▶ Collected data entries
· · ·

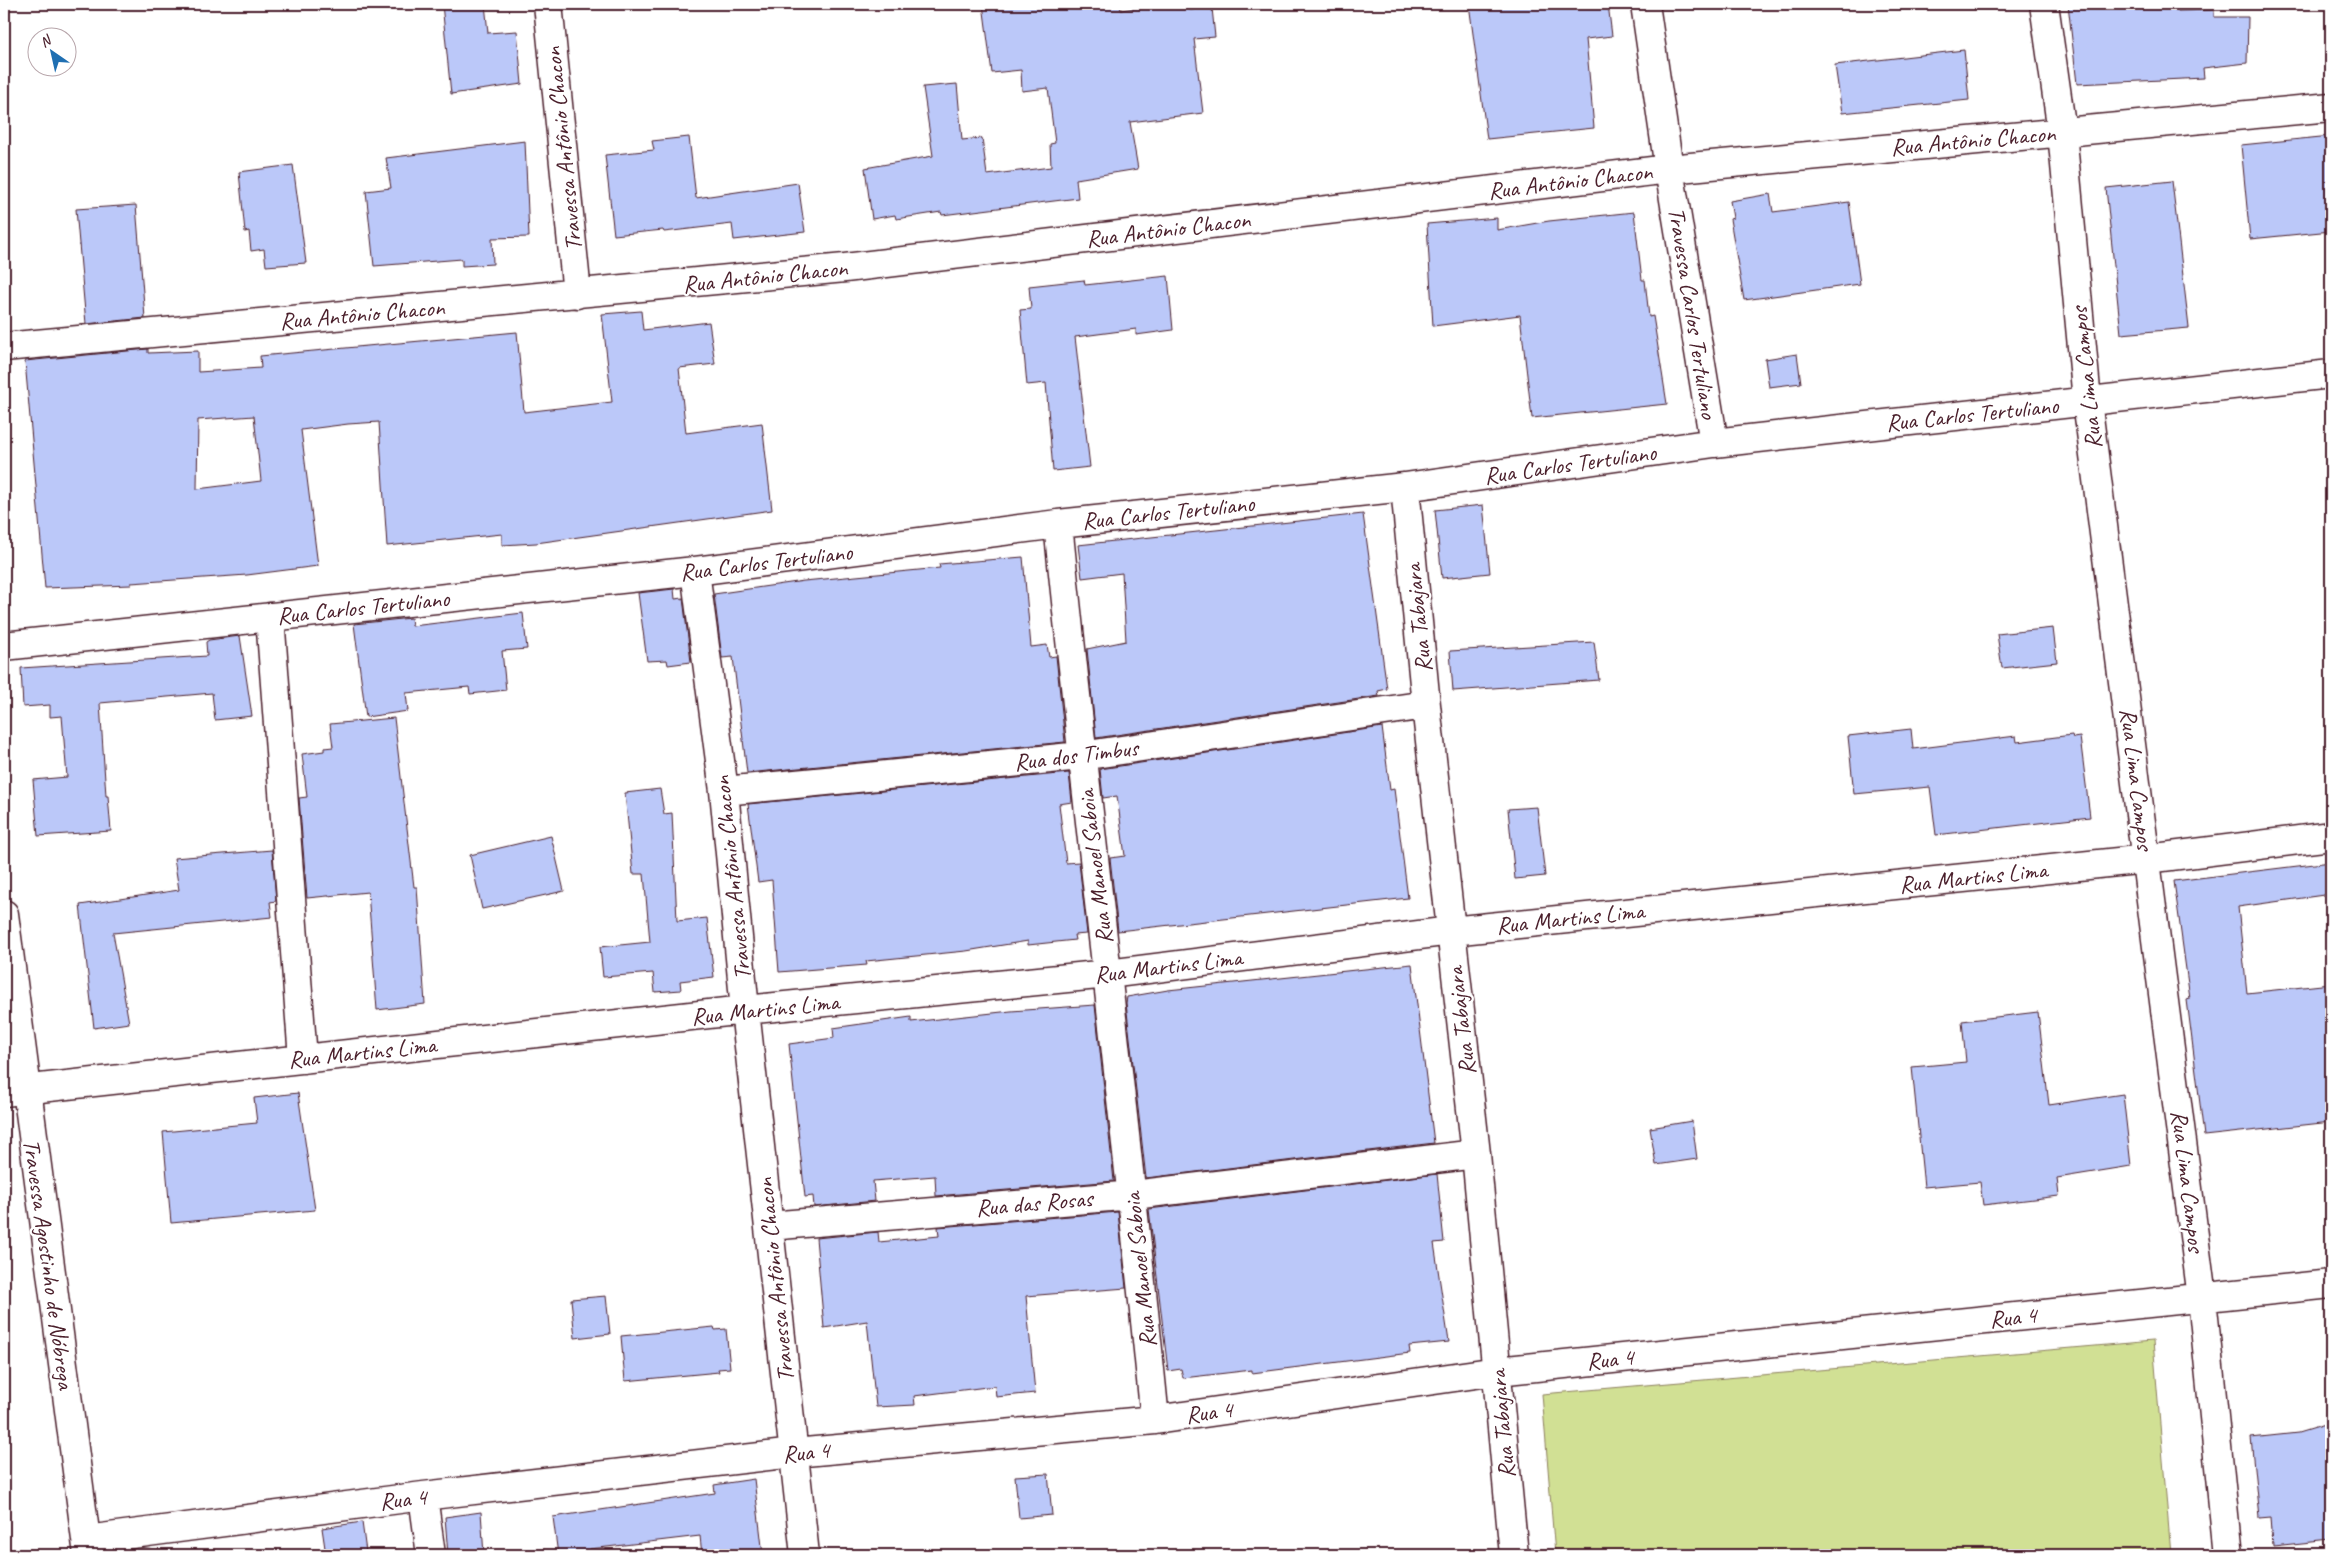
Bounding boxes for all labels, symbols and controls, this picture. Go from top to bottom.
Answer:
north arrow [28,28,78,78]
text: N [37,31,55,51]
street label: Travessa Antônio Chacon [537,44,589,252]
street label: Rua Antônio Chacon [1889,118,2058,162]
street label: Rua Antônio Chacon [1486,156,1655,206]
street label: Rua Antônio Chacon [1084,204,1253,254]
street label: Travessa Carlos Tertuliano [1661,205,1725,422]
street label: Rua Antônio Chacon [681,252,850,300]
street label: Rua Antônio Chacon [278,292,447,336]
street label: Rua Lima Campos [2063,303,2108,450]
street label: Rua Carlos Tertuliano [1884,390,2061,438]
street label: Rua Carlos Tertuliano [1482,437,1659,491]
street label: Rua Carlos Tertuliano [1080,488,1257,536]
street label: Rua Carlos Tertuliano [678,536,855,587]
street label: Rua Tabajara [1397,560,1439,674]
street label: Rua Carlos Tertuliano [275,583,452,631]
street label: Rua Lima Campos [2113,706,2161,854]
street label: Rua dos Timbus [1012,732,1142,777]
street label: Travessa Antônio Chacon [706,773,758,981]
street label: Rua Manoel Saboia [1070,786,1119,946]
street label: Rua Martins Lima [1897,854,2051,900]
street label: Rua Martins Lima [1494,895,1648,941]
street label: Rua Martins Lima [1092,942,1246,990]
street label: Rua Tabajara [1439,963,1483,1077]
street label: Rua Martins Lima [689,986,843,1032]
street label: Rua Martins Lima [286,1029,440,1075]
street label: Rua Lima Campos [2164,1108,2212,1256]
street label: Travessa Agostinho de Nóbrega [17,1137,82,1392]
street label: Travessa Antônio Chacon [749,1175,801,1383]
street label: Rua das Rosas [974,1183,1096,1223]
street label: Rua Manoel Saboia [1117,1189,1163,1349]
street label: Rua 4 [1988,1299,2040,1334]
street label: Rua 4 [1585,1341,1637,1376]
street label: Rua Tabajara [1482,1366,1522,1479]
street label: Rua 4 [1184,1394,1237,1430]
street label: Rua 4 [781,1434,833,1469]
street label: Rua 4 [378,1481,430,1517]

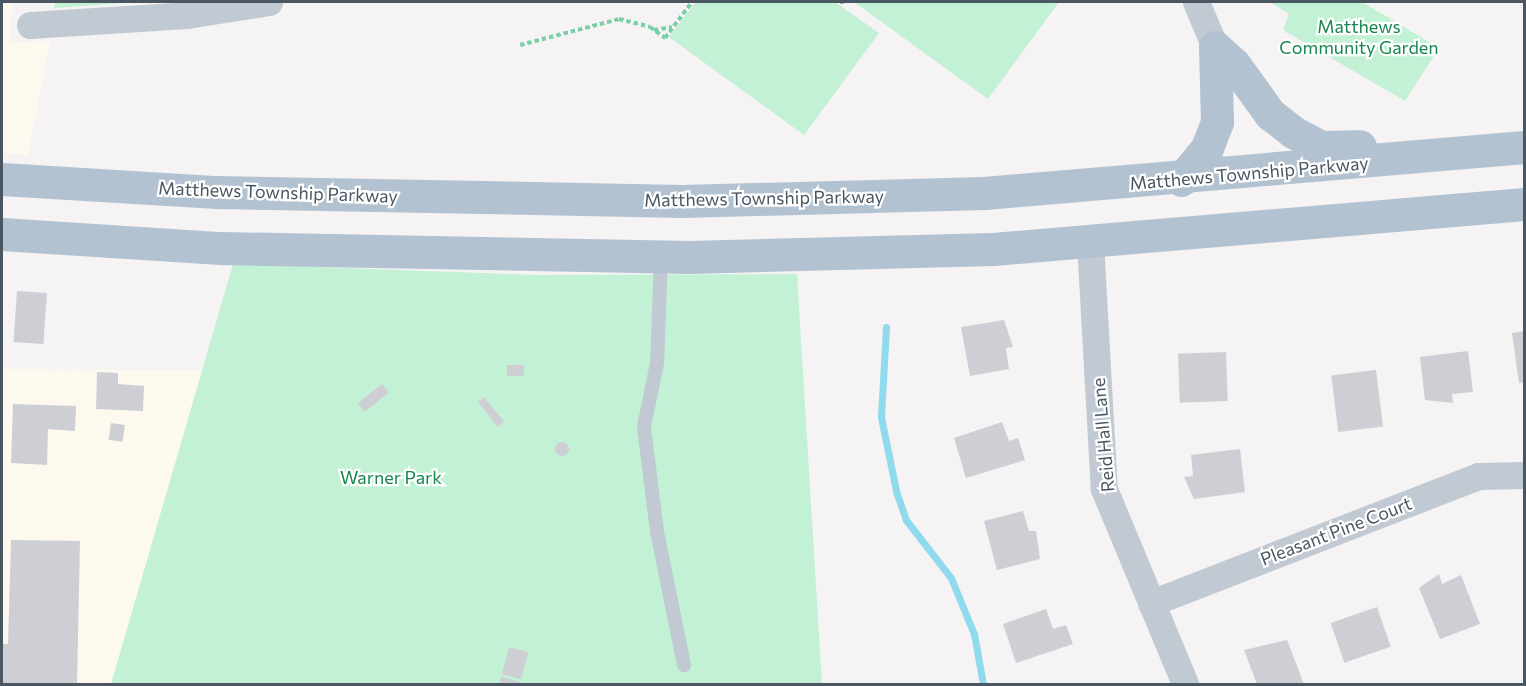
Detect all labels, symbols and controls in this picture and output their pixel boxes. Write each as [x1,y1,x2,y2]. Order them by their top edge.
park label: Matthews Community Garden [1279,16,1439,58]
street label: Matthews Township Parkway [1129,152,1369,194]
street label: Matthews Township Parkway [158,177,398,207]
street label: Matthews Township Parkway [644,185,884,211]
street label: Reid Hall Lane [1087,377,1119,493]
park label: Warner Park [340,466,442,488]
street label: Pleasant Pine Court [1257,492,1415,570]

· · ·

▶ Task description
State how many lines of the entries contain the word "Antônio". Nothing besides the number belongs in the reply.

▶ Written response
8